The words of Jigar Muradabadi can perhaps best summarise the loss of Kaifi: "Jaan ke min jumlaye khasane maikhana mujhe / Muddaton roya karenge jaam-o-paimana mujhe".
Kaifi Azmi was one of the greatest stars in a galaxy that included the likes of Krishna Chandar, Rajendar Singh Bedi, Mahendra Nath 'Ashk', Sahir, Asmat Chugtai, Majaz, Khwaja Ahmad Abbas, Sulaiman Areeb, Ali Sardar Jafri, Josh, Faiz and Firaq, all members of the 'progressive writers movement' of 1936. Kaifi was many things and wore many caps: a rebel, a romantic yet a realist, a secularist, socialist and humanist, he was a satirist, a poet and a lyricist among other things. He, Syed Athar Hussain Rizvi, rose from the nondescript village of Mijwan in the Azamgarh district of Uttar Pradesh to become Kaifi Azmi, one of the best-loved Urdu poets and Bombay songwriters ever.
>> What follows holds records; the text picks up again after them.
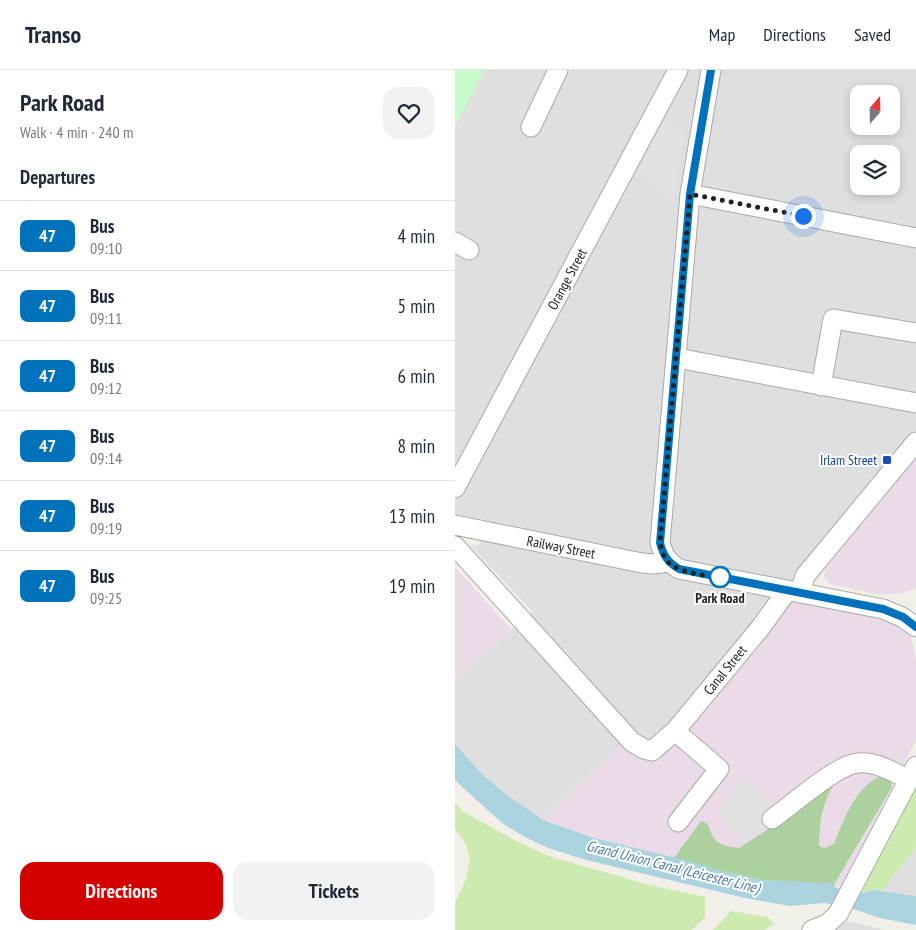 <!DOCTYPE html>
<html lang="en">
<head>
<meta charset="utf-8">
<style>
  body { margin:0; font-family:"PT Sans Narrow",sans-serif; background:#f2f2f3; color:#1f2937; height:100vh; display:flex; flex-direction:column; font-size:19px; white-space:nowrap }
  * { box-sizing:border-box; margin:0 }
  p { font-size:16px; color:#747a83 }
  .icon { flex:none; width:28px; height:28px; fill:none; stroke:currentColor; stroke-width:2; stroke-linecap:round; stroke-linejoin:round }
  .map { position:relative; flex:1; overflow:hidden }
  .side { display:flex; flex-direction:column; background:#fff; width:455px }
  .side>* { flex:none }
  .badge { padding:0 10px; border-radius:8px; font-size:18px; line-height:32px }
  .needle { width:32px; rotate:20deg }
  .controls { position:absolute; left:395px; top:15px; display:grid; gap:10px }
  .controls a { display:grid; place-items:center; width:50px; height:50px; border-radius:10px; background:#fff; box-shadow:0 2px 8px #0003; font-size:25px }
  .you { position:absolute; width:25px; height:25px; margin:-12px; border:4px solid #fff; border-radius:50%; background:#1a73e8; box-shadow:0 0 0 8px #1a73e833 }
  .map>.badge { position:absolute; translate:-50% -50%; box-shadow:0 0 0 2px #fff }
  h2 { padding:0 20px; font-size:19px; line-height:45px }
  .round { display:grid; place-items:center; flex:none; width:52px; height:52px; border-radius:15px; background:#f2f2f3 }
  .head { display:flex; align-items:center; justify-content:space-between; height:85px; padding:0 20px }
  h1 { font-size:24px; font-weight:700; line-height:38px }
  .primary-button { display:flex; gap:10px; margin-top:auto; padding:10px 20px }
  .primary-button a { flex:1; height:58px; border-radius:15px; background:#d40000; color:#fff; font-size:20px; font-weight:700; line-height:58px; text-align:center }
  .primary-button a+a { background:#f2f2f3; color:#1f2937 }
  ul { padding:0; list-style:none }
  li { display:flex; align-items:center; gap:15px; height:70px; padding:0 20px; border-top:1px solid #e0e1e3 }
  li div { flex:1 }
  li b { display:block; font-size:19px }
  li em { font-style:normal }
  li .badge { min-width:55px; font-weight:700; text-align:center }
  header { display:flex; align-items:center; gap:30px; box-sizing:border-box; height:70px; padding:0 25px; background:#fff; border-bottom:1px solid #e0e1e3 }
  header strong { font-size:24px }
  nav { display:flex; gap:28px; margin-inline-start:auto; font-size:18px }
  main { display:flex; flex:1; min-height:0 }
  .map>svg:first-child { display:block }
  .residential { fill:#e0dfdf; fill-rule:evenodd }
  .industrial { fill:#ebdbe8 }
  .grass { fill:#cdebb0 }
  .forest { fill:#add19e }
  .park { fill:#c8facc }
  .parking { fill:#e2e2e2 }
  .water { fill:#aad3df }
  .lines { fill:none; stroke-linecap:round; stroke-linejoin:round }
  .minor-casing { stroke:#a9a9a9; stroke-width:21 }
  .minor { stroke:#fff; stroke-width:19 }
  .line-casing { stroke:#fff; stroke-width:11 }
  .line { stroke:#0072bc; stroke-width:8 }
  .walk { stroke:#222; stroke-width:5; stroke-dasharray:0 9 }
  .transit-dot { fill:#1a4fb4; stroke:#fff; stroke-width:2 }
  .stop-dot { fill:#fff; stroke:#0072bc; stroke-width:2.5 }
  .labels { text-anchor:middle; stroke-width:4; stroke-linejoin:round; paint-order:stroke }
  .street-label { font-size:14px; fill:#222; stroke:#fff }
  .transit-label { font-size:14px; fill:#164399; stroke:#fff; text-anchor:end }
  .stop-label { font-size:14px; font-weight:bold; fill:#222; stroke:#fff }
  .water-label { font-size:15px; font-style:italic; fill:#4a7aab; stroke:#fff }
</style>
</head>
<body>
<header>
<strong>Transo</strong>
<nav><a>Map</a><a>Directions</a><a>Saved</a></nav>
</header>
<main>
<section class="side">
<div class="head"><div><h1>Park Road</h1><p>Walk · 4 min · 240 m</p></div><a class="round"><svg class="icon" aria-label="heart" viewBox="0 0 24 24"><path d="M12 20l-8-8c-3-5 5-10 8-4 3-6 11-1 8 4z"/></svg></a></div>
<h2>Departures</h2>
<ul>
<li><span class="badge" style="background:#0072bc;color:#fff">47</span><div><b>Bus</b><p>09:10</p></div><em>4 min</em></li>
<li><span class="badge" style="background:#0072bc;color:#fff">47</span><div><b>Bus</b><p>09:11</p></div><em>5 min</em></li>
<li><span class="badge" style="background:#0072bc;color:#fff">47</span><div><b>Bus</b><p>09:12</p></div><em>6 min</em></li>
<li><span class="badge" style="background:#0072bc;color:#fff">47</span><div><b>Bus</b><p>09:14</p></div><em>8 min</em></li>
<li><span class="badge" style="background:#0072bc;color:#fff">47</span><div><b>Bus</b><p>09:19</p></div><em>13 min</em></li>
<li><span class="badge" style="background:#0072bc;color:#fff">47</span><div><b>Bus</b><p>09:25</p></div><em>19 min</em></li>
</ul>
<div class="primary-button"><a>Directions</a><a>Tickets</a></div>
</section>
<div class="map">
<svg width="461" height="860" viewBox="0 0 461 860">
  <rect width="100%" height="100%" fill="#f2efe9"/>
  <path class="residential" d="M30,0H461V372L202,670L164,677L87,750L52,725L28,705L0,674V609L77,541L15,475L24,476L28,450L0,444V56ZM404,24H436V56H404ZM404,84H436V116H404Z
    M461,777V826L427,821Z
    M393,851L430,860H380Z"/>
  <path class="industrial" d="M461,387V518L450,523L425,525L375,514L369,507L371,498Z
    M0,497L56,559L0,609Z
    M332,521L452,550L461,589V670L387,814L381,818L379,815L234,791L139,768L87,750L164,677L202,670Z"/>
  <path class="grass" d="M461,710V777L427,821L419,820L407,823L434,759Z
    M0,733L9,742L63,772L96,787L195,815L250,827V847L237,860H0V833L11,809L15,790L11,774L0,759Z
    M276,841L312,847L319,853L310,860H258Z"/>
  <path class="forest" d="M423,707L435,710L437,717C418,750 398,781 379,815L307,810L274,803L219,788L246,751L253,754C259,774 264,775 284,778L319,755L382,709C367,733 365,746 364,775L366,777L370,778L379,774C388,751 400,719 423,707Z"/>
  <path class="park" d="M0,0H30L0,56Z"/>
  <path class="parking" d="M208,53L230,65L218,134L200,111L182,102Z
    M287,709L323,736L303,762L290,770L261,745Z"/>
  <path class="water" d="M0,674L28,705L52,725L88,750L139,768L234,791L274,803L307,810L373,813L379,815L381,818L407,823L419,820L461,826V855L425,848L399,839L370,833L335,836L290,828L131,790L93,778L68,766L47,753L5,715L0,710Z"/>
  <g class="lines">
    <defs>
      <path id="minor" d="M256,0L235,124L205,473C209,487 213,492 224,499L428,539L447,547L461,557
        M76,57L103,0
        M235,124L461,168
        M0,172L14,180
        M222,288L461,333
        M366,316L378,249L461,263
        M0,418L223,0
        M0,455L187,493L199,494L213,492
        M0,476L177,672L189,679L197,681L220,661L306,557L332,521
        M345,523L350,506L461,372
        M220,661L264,699L223,752
        M317,749C337,735 381,695 403,693C420,691 439,702 454,710
        M357,860L372,854L383,844L461,696"/>
    </defs>
    <use href="#minor" class="minor-casing"/>
    <use href="#minor" class="minor"/>
  </g>
  <g class="lines">
    <defs>
      <path id="line" d="M256,0L235,124L205,473C209,487 213,492 224,499L428,539L448,547L461,557"/>
    </defs>
    <use href="#line" class="line-casing"/>
    <use href="#line" class="line"/>
    <path class="walk" d="M265,507C251,506 222,502 213,492C208,487 207,479 205,473L235,124L348,146"/>
  </g>
  <rect class="transit-dot" x="427" y="385" width="10" height="10" rx="2.5"/>
  <circle class="stop-dot" cx="265" cy="507" r="10"/>
  <g class="labels">
    <g class="street-label">
      <text transform="translate(112 209) rotate(-62)" y="5">Orange Street</text>
      <text transform="translate(106 477) rotate(11)" y="5">Railway Street</text>
      <text transform="translate(270 600) rotate(-51)" y="5">Canal Street</text>
    </g>
    <g class="transit-label">
      <text x="422" y="395">Irlam Street</text>
    </g>
    <g class="stop-label">
      <text x="265" y="533">Park Road</text>
    </g>
    <g class="water-label">
      <text transform="translate(218 797) rotate(14)" y="5">Grand Union Canal (Leicester Line)</text>
    </g>
  </g>
</svg>
<div class="controls">
<a><svg class="needle" viewBox="-14 -14 28 28"><path d="M0-13l5 13h-10z" fill="#e53935"/><path d="M0 13l5-13h-10z" fill="#747a83"/></svg></a>
<a><svg class="icon" aria-label="layers" viewBox="0 0 24 24"><path d="M12 4l9 5-9 5-9-5zM3 14l9 5 9-5"/></svg></a>
</div>
<div class="you" style="left:348px;top:146px"></div>
</div>
</main>
</body>
</html>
The rebel in Kaifi, who died in Bombay on 10 May 2002, found early expression. Attending his first mushaira at Bahraich at the age of 11, he recited, "Qismat hamari gaisu-e-jana se kam nahin / jitna sawaarte gaye utne hi bal pade / Itna to zindagi mein kisi ki khalal pade / Hasne se ho sukoon na rone se kal pade". (My fortune is as are the locks of my beloved / the more I seek to untangle them, the more entangled they become / there can be no life so distressed with interference / that neither can I gain peace by laughter, nor hasten tomorrow with tears).
He was admitted to Sultan-ul-Madaris, Lucknow, a centre for theological learning but he left it very soon with the awareness that religious education was not for him. Instead, guided by his temperament and worldview, Kaifi embraced Marxism at the age of 19 and started writing for Quami Jung, the Communist Party paper. The fire of revolution made him drop his studies to join the 'Quit India movement' of 1942, and by the time India got independence, Kaifi had evolved into more of an activist than a journalist.